# Exercise aim:
Take the entries below and print only the lines from the one with "569px,856px 598px,829px 639px,784px" through the one with "885px,623px 913px,599px 951px,556px", exactly as they stand, both ends included.

# Data records:
- Opening Delimiter -

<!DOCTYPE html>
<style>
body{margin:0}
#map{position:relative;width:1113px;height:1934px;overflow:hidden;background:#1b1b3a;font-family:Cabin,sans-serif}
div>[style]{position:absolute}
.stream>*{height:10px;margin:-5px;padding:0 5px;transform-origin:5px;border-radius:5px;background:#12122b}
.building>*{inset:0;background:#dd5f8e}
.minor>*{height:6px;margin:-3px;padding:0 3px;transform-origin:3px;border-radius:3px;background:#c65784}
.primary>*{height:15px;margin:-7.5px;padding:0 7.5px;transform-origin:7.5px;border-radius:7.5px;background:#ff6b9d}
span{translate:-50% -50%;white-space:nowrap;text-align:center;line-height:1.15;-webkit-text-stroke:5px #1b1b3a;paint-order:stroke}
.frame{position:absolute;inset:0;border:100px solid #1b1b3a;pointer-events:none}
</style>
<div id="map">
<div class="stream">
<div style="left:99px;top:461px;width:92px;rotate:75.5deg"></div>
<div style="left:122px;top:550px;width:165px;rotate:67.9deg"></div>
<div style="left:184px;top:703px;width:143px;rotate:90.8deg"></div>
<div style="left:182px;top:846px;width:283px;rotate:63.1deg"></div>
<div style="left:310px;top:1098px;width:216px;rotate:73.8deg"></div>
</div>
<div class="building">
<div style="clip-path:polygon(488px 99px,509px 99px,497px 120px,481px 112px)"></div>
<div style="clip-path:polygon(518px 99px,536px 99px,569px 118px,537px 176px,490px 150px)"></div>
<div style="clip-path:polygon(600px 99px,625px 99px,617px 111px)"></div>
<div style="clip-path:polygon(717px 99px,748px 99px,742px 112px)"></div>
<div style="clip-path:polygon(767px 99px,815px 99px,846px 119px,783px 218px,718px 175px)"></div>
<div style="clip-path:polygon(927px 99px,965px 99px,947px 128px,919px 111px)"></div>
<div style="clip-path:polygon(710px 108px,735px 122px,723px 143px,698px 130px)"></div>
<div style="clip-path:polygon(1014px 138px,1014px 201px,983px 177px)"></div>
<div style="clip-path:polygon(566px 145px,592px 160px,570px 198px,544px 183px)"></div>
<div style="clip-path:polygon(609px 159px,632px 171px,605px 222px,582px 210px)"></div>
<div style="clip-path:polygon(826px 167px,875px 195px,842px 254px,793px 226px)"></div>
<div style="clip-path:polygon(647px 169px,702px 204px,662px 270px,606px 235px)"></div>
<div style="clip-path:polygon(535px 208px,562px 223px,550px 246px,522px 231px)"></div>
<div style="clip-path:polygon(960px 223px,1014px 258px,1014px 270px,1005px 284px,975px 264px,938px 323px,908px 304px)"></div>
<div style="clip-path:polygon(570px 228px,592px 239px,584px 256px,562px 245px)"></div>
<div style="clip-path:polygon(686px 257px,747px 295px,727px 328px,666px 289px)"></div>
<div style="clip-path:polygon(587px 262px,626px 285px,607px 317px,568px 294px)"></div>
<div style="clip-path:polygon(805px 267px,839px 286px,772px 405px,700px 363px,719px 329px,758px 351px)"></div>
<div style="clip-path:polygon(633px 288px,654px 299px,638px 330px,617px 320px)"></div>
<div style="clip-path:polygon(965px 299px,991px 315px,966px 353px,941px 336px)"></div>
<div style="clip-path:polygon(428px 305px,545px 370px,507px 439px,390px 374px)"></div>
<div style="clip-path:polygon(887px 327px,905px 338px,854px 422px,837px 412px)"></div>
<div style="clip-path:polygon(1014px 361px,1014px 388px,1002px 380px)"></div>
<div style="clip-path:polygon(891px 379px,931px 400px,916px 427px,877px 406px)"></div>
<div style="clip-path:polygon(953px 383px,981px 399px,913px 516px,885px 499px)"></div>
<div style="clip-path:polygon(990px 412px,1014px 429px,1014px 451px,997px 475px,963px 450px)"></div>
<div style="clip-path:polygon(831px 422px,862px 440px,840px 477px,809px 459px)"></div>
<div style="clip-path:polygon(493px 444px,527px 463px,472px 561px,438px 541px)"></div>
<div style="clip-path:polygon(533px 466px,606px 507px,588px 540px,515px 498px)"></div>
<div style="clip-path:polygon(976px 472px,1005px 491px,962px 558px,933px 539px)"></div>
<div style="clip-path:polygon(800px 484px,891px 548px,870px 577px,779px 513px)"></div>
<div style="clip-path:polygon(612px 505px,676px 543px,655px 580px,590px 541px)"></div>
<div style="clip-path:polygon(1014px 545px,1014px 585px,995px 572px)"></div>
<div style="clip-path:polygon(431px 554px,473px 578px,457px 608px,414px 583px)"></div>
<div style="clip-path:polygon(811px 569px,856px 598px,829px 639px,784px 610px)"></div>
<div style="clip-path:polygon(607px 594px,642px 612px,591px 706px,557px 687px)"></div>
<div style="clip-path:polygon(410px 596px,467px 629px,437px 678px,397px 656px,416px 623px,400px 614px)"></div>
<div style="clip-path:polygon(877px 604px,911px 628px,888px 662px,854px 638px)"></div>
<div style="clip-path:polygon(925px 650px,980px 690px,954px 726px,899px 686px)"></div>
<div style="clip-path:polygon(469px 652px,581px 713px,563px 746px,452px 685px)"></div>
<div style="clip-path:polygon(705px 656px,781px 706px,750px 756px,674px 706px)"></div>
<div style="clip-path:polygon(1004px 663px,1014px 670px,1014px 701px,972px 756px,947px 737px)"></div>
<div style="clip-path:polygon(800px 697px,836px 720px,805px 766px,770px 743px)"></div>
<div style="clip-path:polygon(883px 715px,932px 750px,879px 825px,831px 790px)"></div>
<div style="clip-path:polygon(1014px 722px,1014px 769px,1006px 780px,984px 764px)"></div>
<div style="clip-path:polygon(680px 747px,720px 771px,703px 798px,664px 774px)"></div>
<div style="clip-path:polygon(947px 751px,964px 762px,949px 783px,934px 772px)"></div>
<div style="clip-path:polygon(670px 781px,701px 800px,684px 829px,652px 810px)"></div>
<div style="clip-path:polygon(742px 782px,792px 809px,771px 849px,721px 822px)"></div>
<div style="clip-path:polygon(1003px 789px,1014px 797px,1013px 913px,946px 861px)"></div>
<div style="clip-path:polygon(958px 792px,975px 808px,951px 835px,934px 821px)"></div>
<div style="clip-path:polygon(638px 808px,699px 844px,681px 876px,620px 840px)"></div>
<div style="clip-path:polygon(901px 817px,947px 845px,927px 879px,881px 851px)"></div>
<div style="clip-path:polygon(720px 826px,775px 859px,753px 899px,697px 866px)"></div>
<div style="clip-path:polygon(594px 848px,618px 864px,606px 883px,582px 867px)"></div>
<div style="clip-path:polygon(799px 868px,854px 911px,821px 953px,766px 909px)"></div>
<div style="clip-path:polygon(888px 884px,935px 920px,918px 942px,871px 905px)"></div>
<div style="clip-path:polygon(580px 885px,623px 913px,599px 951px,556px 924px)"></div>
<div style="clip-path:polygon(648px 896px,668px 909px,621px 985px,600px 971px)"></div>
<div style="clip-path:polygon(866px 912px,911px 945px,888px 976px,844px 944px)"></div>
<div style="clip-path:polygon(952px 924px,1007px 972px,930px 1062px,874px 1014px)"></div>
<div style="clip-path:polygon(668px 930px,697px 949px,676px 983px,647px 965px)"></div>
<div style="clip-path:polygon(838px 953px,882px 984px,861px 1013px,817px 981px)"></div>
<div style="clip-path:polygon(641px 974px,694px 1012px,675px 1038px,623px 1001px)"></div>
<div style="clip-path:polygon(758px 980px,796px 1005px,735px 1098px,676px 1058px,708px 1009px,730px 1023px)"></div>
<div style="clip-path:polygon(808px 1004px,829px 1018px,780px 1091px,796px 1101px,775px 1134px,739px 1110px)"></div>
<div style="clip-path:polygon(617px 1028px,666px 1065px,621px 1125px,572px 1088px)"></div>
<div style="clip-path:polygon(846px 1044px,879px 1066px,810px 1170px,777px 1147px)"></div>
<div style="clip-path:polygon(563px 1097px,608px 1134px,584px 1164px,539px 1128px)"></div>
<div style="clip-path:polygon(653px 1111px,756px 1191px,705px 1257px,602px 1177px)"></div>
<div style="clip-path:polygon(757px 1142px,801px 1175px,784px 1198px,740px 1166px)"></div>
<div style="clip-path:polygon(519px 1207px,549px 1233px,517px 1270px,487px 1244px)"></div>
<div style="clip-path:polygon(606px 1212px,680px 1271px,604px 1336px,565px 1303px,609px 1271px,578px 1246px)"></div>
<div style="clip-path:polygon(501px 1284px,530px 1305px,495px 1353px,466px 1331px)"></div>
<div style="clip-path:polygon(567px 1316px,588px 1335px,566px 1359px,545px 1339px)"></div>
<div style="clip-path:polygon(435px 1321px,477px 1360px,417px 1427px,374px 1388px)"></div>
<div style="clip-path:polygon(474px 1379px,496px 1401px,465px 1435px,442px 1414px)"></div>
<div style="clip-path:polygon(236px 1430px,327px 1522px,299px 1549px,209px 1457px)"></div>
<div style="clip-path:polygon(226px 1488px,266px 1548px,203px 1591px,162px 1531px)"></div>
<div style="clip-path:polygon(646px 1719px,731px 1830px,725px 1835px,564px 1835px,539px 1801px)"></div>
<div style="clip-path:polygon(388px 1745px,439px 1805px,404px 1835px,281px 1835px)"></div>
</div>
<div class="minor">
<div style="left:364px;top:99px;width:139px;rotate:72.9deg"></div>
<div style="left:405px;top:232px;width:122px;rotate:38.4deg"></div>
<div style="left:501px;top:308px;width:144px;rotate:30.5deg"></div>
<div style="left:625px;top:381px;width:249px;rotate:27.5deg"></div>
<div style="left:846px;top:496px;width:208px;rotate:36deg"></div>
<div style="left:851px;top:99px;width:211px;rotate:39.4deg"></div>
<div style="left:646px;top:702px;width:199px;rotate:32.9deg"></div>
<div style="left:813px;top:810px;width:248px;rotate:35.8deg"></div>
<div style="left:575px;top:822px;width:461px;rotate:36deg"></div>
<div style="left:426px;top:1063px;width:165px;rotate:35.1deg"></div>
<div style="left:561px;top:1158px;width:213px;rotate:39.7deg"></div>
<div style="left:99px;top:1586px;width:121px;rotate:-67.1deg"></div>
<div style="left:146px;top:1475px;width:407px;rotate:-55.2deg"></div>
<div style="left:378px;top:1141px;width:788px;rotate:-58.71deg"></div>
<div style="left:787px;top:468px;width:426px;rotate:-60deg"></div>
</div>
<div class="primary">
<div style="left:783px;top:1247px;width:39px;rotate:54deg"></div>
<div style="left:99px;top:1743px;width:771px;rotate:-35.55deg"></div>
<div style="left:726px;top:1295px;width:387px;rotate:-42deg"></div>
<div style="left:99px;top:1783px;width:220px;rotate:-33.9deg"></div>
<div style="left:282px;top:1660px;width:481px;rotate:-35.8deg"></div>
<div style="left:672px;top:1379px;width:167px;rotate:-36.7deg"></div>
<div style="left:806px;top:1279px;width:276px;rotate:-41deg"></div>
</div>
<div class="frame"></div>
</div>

- Closing Delimiter -

# Solution to the exercise:
<div style="clip-path:polygon(811px 569px,856px 598px,829px 639px,784px 610px)"></div>
<div style="clip-path:polygon(607px 594px,642px 612px,591px 706px,557px 687px)"></div>
<div style="clip-path:polygon(410px 596px,467px 629px,437px 678px,397px 656px,416px 623px,400px 614px)"></div>
<div style="clip-path:polygon(877px 604px,911px 628px,888px 662px,854px 638px)"></div>
<div style="clip-path:polygon(925px 650px,980px 690px,954px 726px,899px 686px)"></div>
<div style="clip-path:polygon(469px 652px,581px 713px,563px 746px,452px 685px)"></div>
<div style="clip-path:polygon(705px 656px,781px 706px,750px 756px,674px 706px)"></div>
<div style="clip-path:polygon(1004px 663px,1014px 670px,1014px 701px,972px 756px,947px 737px)"></div>
<div style="clip-path:polygon(800px 697px,836px 720px,805px 766px,770px 743px)"></div>
<div style="clip-path:polygon(883px 715px,932px 750px,879px 825px,831px 790px)"></div>
<div style="clip-path:polygon(1014px 722px,1014px 769px,1006px 780px,984px 764px)"></div>
<div style="clip-path:polygon(680px 747px,720px 771px,703px 798px,664px 774px)"></div>
<div style="clip-path:polygon(947px 751px,964px 762px,949px 783px,934px 772px)"></div>
<div style="clip-path:polygon(670px 781px,701px 800px,684px 829px,652px 810px)"></div>
<div style="clip-path:polygon(742px 782px,792px 809px,771px 849px,721px 822px)"></div>
<div style="clip-path:polygon(1003px 789px,1014px 797px,1013px 913px,946px 861px)"></div>
<div style="clip-path:polygon(958px 792px,975px 808px,951px 835px,934px 821px)"></div>
<div style="clip-path:polygon(638px 808px,699px 844px,681px 876px,620px 840px)"></div>
<div style="clip-path:polygon(901px 817px,947px 845px,927px 879px,881px 851px)"></div>
<div style="clip-path:polygon(720px 826px,775px 859px,753px 899px,697px 866px)"></div>
<div style="clip-path:polygon(594px 848px,618px 864px,606px 883px,582px 867px)"></div>
<div style="clip-path:polygon(799px 868px,854px 911px,821px 953px,766px 909px)"></div>
<div style="clip-path:polygon(888px 884px,935px 920px,918px 942px,871px 905px)"></div>
<div style="clip-path:polygon(580px 885px,623px 913px,599px 951px,556px 924px)"></div>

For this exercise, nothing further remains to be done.